By Paul Hunter
Anyone who has ever attempted dating will know that Hollywood rarely depicts it right. While rooting through the endless supply of sentimental tear-jerkers like The Notebook or over-the-top dramedies such as Couples Retreat, romance is often presented as inevitable or farcical. Crazy Stupid Love breaks the mold with its earnest intention to show us love in all its messiness and unpredictability, resulting in one of the freshest rom-com films to come around in years.
The films stars the bummed-out Cal Weaver (Steve Carell), whose 25 year marriage with Emily (Julianne Moore) has suddenly headed for divorce after hearing the news that she's cheated on him, with an awkward accountant no less (played by Kevin Bacon). Devastated, the middle-aged Cal moves into his own apartment and begins hitting the bars in hopes of drowning out his sorrows with excessive bourbon drinks that wind up give him the courage to approach women; none of which who are impressed with his incessant ramblings about his depression over losing the love of his life.
Cal's downward spiral takes an upswing when he meets the slick pick-up artist Jacob Palmer (Ryan Gosling) who offers to mentor the tactless dater, teaching him the art of one-night stands. The interplay between these characters is fantastic from the get-go, with clear on-stage synergy and a complementary contrast in their mannerisms. Whereas Cal is bumbling and unpoised, Jacob is deliberate and audacious, and while at first it seems Cal is the pupil, a twist half-way through reveals that Jacob could learn a thing or two from his protege.
Confounding the whole situation is Cal's teenage son, Robbie (Jonah Bobo), who has a crush on their babysitter, Jessica (Analeigh Tipton), who herself has an infatuation with Cal. Bobo and Tipton each play their roles excellently, walking that fine line between being believable enough to have mature feelings, yet not feeling artificial by any stretch. In fact they're so charming it may be the kids in this tangled love story whom you'll be rooting for the most to have a happy ending.
Jacob too finds his love life disrupted after coming face-to-face with a beautiful redhead named Hannah (Emma Stone) who flat out rejects offers of a drink and pushy flirtations. With his womanizing tactics failing him, Jacob is taken aback by Hannah's refusal to entertain him and eventually develops feelings of love towards her. Stone plays the love interest role so well that even though her screen time is limited, it's clear after her rendezvous with Jacob that she's the star of the film.
Crazy Stupid Love wraps all these messy relationships into a cohesive and believable ending, and will keep you guessing how it all ends. The movie's fantastic writing delivers punchy one-liners and escalating scenes of hilarity that are rarely delivered with such excellent directing. The finesse of the entire cast is evident, from the headliners all the way to the supporting characters such as Hannah's bestfriend Liz (Liza Lapira) and Cal's lifelong friend Bernie (John Lynch).

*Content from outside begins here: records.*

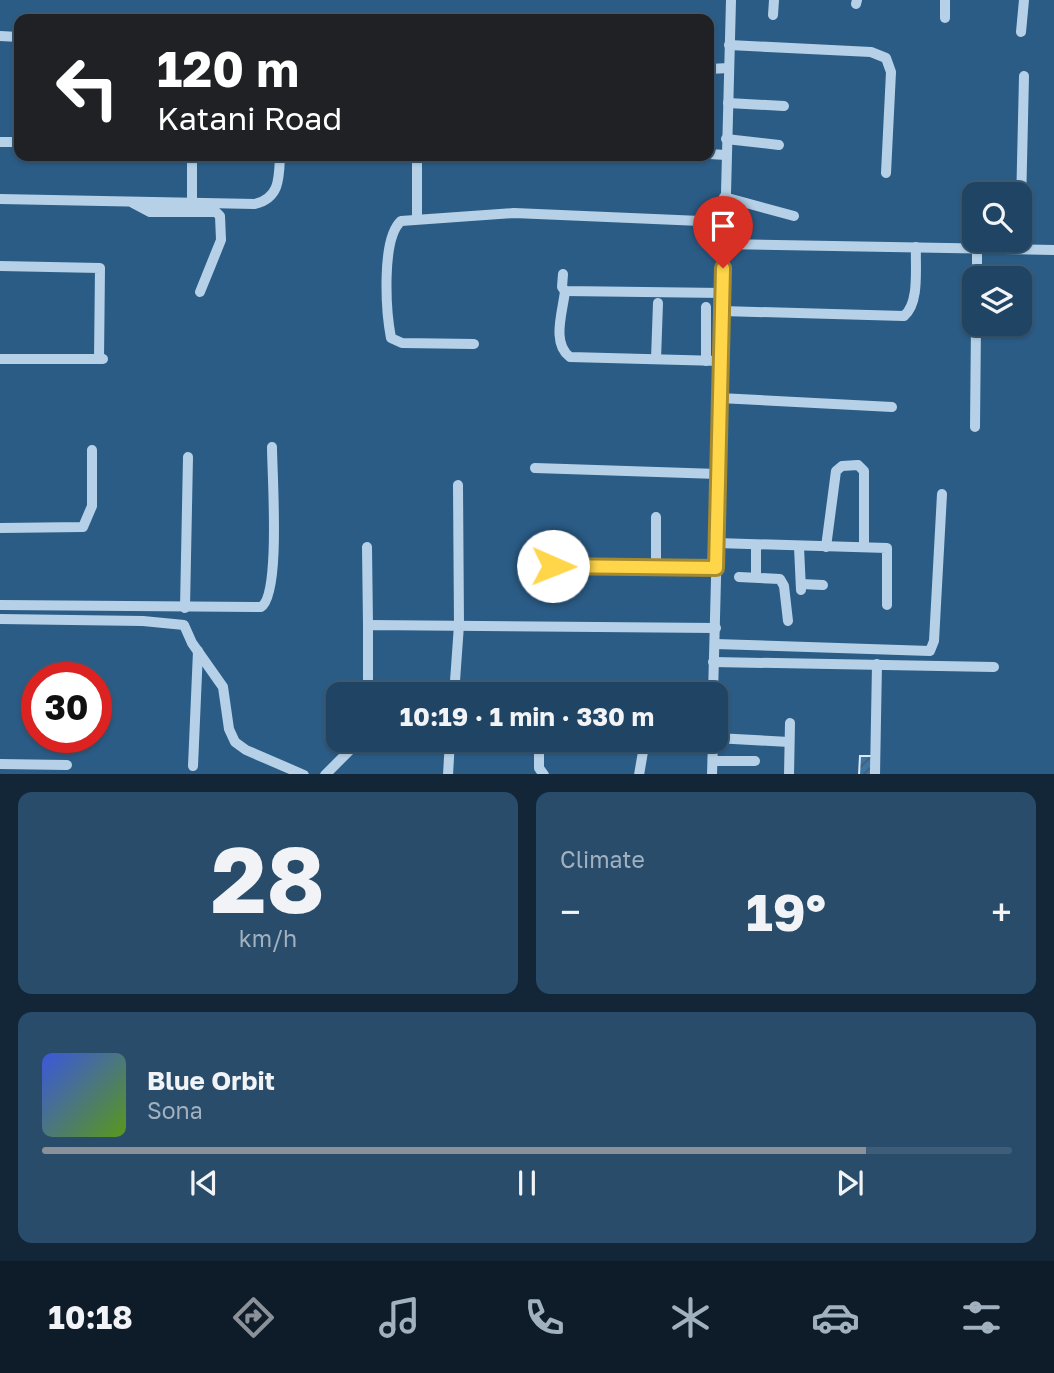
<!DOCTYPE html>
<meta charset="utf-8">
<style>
:root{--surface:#204564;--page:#284c6a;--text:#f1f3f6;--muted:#a2b1bf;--line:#3d5d78;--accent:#8c9099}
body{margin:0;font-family:"Golos Text",sans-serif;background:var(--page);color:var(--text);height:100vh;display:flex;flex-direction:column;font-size:26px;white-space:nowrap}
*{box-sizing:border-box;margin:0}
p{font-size:23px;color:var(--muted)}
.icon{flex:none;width:38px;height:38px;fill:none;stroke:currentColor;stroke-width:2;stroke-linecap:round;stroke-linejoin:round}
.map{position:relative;height:774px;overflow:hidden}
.drawer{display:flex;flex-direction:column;gap:18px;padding:18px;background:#122637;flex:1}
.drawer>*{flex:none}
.hud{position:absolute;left:14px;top:14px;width:700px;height:147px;border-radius:14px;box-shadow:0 2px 5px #0004,0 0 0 2px var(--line);background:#202124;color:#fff;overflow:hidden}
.tools{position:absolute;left:962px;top:182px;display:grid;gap:14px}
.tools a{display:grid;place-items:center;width:70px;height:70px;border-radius:14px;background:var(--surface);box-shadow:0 2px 5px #0004,0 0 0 2px var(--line);font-size:35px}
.speed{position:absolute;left:21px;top:662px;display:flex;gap:14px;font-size:35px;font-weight:700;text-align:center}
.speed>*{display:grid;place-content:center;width:91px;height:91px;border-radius:50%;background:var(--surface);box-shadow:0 2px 5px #0004,0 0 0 2px var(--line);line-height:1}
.speed .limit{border:10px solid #d22;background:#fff;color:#111}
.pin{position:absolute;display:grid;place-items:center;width:60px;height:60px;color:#fff;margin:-72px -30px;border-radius:50% 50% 50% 0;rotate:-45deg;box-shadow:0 0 7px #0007}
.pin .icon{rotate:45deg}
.me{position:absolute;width:77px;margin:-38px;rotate:91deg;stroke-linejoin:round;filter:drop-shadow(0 0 5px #0008)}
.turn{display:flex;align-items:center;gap:24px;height:147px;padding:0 28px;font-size:32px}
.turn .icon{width:91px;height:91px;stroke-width:2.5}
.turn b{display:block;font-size:49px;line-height:60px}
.big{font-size:52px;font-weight:700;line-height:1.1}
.drawer .tile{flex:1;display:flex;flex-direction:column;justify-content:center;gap:10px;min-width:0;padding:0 24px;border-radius:14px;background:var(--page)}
.drawer .dial{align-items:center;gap:0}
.dial b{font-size:91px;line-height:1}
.song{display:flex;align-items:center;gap:21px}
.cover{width:84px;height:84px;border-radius:10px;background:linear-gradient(135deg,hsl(230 70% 55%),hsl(90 70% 35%))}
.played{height:7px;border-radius:4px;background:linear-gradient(90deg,var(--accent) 85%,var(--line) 85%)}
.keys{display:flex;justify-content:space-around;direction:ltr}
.heat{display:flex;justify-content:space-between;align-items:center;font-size:38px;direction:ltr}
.drawer .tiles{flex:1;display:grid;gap:18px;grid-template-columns:1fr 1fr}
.tile:last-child{grid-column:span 2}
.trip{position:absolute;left:326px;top:682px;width:402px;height:70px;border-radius:14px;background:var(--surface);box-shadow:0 2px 5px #0004,0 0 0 2px var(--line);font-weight:700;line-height:70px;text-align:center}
.menu{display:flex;height:112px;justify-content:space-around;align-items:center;background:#0d1c28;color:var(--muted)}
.menu .icon{width:49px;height:49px}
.menu .active{color:var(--accent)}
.menu b{font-size:32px;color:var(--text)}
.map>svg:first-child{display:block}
</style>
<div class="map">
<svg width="1054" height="775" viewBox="0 0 1054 775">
<defs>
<pattern id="building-hatch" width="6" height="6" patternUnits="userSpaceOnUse" patternTransform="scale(1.75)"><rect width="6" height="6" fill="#3c74a2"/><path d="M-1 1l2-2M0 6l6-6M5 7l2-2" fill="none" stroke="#455e73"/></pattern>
</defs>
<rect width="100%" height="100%" fill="#2b5c86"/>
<polygon fill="url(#building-hatch)" stroke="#d9e9f6" stroke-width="2" points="860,756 872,756 871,775 859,775"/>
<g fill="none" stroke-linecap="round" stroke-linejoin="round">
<g stroke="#b6d1e7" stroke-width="10">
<polyline points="856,4 857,0"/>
<polyline points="773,15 774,0"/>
<polyline points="945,18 945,0"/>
<polyline points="1021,32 1024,0"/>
<polyline points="0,36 19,37"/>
<polyline points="729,45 871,52 886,58 891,72 886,173"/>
<polyline points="709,69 729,68"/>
<polyline points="728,103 784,106"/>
<polyline points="726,139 779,145"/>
<polyline points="0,142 19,142"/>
<polyline points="709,154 726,155"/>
<polyline points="724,197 794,216"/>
<path d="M0 199 255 204C280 198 279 178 280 156"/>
<polyline points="133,203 150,212 216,212 220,216 221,240 200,292"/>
<polyline points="192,203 192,156"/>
<polyline points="417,218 417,156"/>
<polyline points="723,244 1054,250"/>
<polyline points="1020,249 1024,76"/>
<polyline points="0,266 100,268 99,359"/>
<polyline points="563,274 562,287 565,291 723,293"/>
<polyline points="977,278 977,248"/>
<path d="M565 291C563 311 551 343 570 357L720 361"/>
<polyline points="706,307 706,361"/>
<path d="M722 311 904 316C920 303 915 267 916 247"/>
<path d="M474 344 402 343 391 338C386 312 381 239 401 221L514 213 724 222"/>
<polyline points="0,359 103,359"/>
<polyline points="656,359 658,303"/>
<polyline points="719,398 892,407"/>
<polyline points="975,427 976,324"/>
<polyline points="535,468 718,474"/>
<polyline points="656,517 656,567"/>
<polyline points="0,528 83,527 92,506 92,450"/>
<polyline points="717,543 887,548 887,605"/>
<polyline points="756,545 756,577"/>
<polyline points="367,547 368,625"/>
<polyline points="799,547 801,590"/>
<polyline points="826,547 836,471 842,466 858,465 864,471 864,547"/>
<polyline points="553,566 716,568"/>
<polyline points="739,577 780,579 784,586 788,621"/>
<polyline points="801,584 823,585"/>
<path d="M0 605 261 607C281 595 272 474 272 447"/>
<polyline points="185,608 188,457"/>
<polyline points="0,619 143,621 184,625 192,643 223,687 229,729 235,742 246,750 304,775"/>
<polyline points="715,644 930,651 934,641 942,494"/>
<polyline points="713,662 994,667"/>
<polyline points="368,695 368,625 716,628"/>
<polyline points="454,695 459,625 458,485"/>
<polyline points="566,695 604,692 626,695"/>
<polyline points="713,695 731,0"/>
<polyline points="716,738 789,742"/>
<polyline points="539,740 539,768 544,775"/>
<polyline points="713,761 755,761"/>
<polyline points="0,764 67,765"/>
<polyline points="193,766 198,651"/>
<polyline points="325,775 360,740"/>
<polyline points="448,775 450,740"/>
<polyline points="639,775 645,740"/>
<polyline points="712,775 713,740"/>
<polyline points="789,775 790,723"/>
<polyline points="875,775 877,664"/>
</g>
</g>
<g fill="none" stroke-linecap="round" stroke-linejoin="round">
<g stroke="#a68a30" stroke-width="18">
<polyline id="route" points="553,566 716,568 723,268"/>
</g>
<use href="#route" stroke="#ffd54a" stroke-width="12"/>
</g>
</svg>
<div class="tools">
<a><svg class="icon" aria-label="search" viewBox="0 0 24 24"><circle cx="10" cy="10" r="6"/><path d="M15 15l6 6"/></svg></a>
<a><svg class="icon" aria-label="layers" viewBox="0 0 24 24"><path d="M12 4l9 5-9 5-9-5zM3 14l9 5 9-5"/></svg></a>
</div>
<div class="speed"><div class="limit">30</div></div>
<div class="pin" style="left:723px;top:268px;background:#d93025"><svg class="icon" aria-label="arrive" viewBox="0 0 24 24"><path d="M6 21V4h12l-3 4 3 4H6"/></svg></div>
<svg class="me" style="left:553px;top:566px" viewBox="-20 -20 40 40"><circle r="19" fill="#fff"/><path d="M0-13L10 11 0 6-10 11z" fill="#ffd54a"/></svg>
<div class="trip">10:19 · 1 min · 330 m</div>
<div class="hud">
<div class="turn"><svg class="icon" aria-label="left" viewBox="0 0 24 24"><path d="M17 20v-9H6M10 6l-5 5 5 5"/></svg><div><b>120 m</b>Katani Road</div></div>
</div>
</div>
<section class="drawer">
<div class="tiles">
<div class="tile dial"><b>28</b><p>km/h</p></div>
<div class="tile"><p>Climate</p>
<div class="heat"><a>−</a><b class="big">19°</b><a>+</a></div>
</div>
<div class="tile">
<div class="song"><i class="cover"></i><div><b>Blue Orbit</b><p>Sona</p></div></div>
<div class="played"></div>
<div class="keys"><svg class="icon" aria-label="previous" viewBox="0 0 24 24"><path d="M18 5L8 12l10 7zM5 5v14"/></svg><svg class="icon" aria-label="pause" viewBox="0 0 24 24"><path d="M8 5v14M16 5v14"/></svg><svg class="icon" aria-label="next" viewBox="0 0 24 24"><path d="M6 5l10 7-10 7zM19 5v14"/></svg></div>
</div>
</div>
</section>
<nav class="menu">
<b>10:18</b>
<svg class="icon active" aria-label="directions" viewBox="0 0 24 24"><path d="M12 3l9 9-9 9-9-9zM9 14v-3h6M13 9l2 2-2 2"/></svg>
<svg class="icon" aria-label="music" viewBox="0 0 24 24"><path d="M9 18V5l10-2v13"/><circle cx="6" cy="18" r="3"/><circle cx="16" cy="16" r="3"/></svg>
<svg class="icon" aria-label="phone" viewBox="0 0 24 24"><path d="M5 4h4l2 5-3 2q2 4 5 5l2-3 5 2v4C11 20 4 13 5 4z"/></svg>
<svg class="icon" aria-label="climate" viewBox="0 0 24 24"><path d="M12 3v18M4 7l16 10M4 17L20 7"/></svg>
<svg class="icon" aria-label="car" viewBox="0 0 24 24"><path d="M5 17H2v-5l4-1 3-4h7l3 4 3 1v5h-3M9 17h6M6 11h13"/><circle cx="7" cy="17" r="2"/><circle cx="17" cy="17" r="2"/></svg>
<svg class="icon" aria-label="filters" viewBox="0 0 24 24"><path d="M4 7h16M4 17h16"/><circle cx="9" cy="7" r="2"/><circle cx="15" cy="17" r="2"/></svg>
</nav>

The DTS-HD Master Audio 5.1 track delivers clear, clean voices which is essential for this dialogue-driven movie. As a whole, the audio is is centered around the middle channel, with some nice atmospheric sounds (such as inaudible, yet never distracting bar room conversations) using the side speakers. The 1080p AVC-encoded transfer does the job well, especially nailing the fleshy tones of the actors and vibrant colours in the outdoor scenes. I would have liked the bar scenes, which permeate this film, to be brighter and cleaner, but they don't detract from the overall visual quality too much.
With such a fantastic film to present, it's a wonder why the bonus content is pretty slim. There's a pair of short featurettes, one called "Steve and Ryan Walk Into a Bar" (6:30), which has Carell and Gosling chatting about the film in the recognizable bar from the film, and "The Player Meets His Match" (5:34), which is a string of interviews with Carell, Gosling and Stone discussing the character of Jacob, and his relationships. There are also over 12 minutes of deleted scenes, including an alternative ending that may have worked better for the ending of the actual film.
If you've seen the movie and are a fan, this Blu-ray version is a must buy. If you haven't seen it, give it a try -- you won't be disappointed.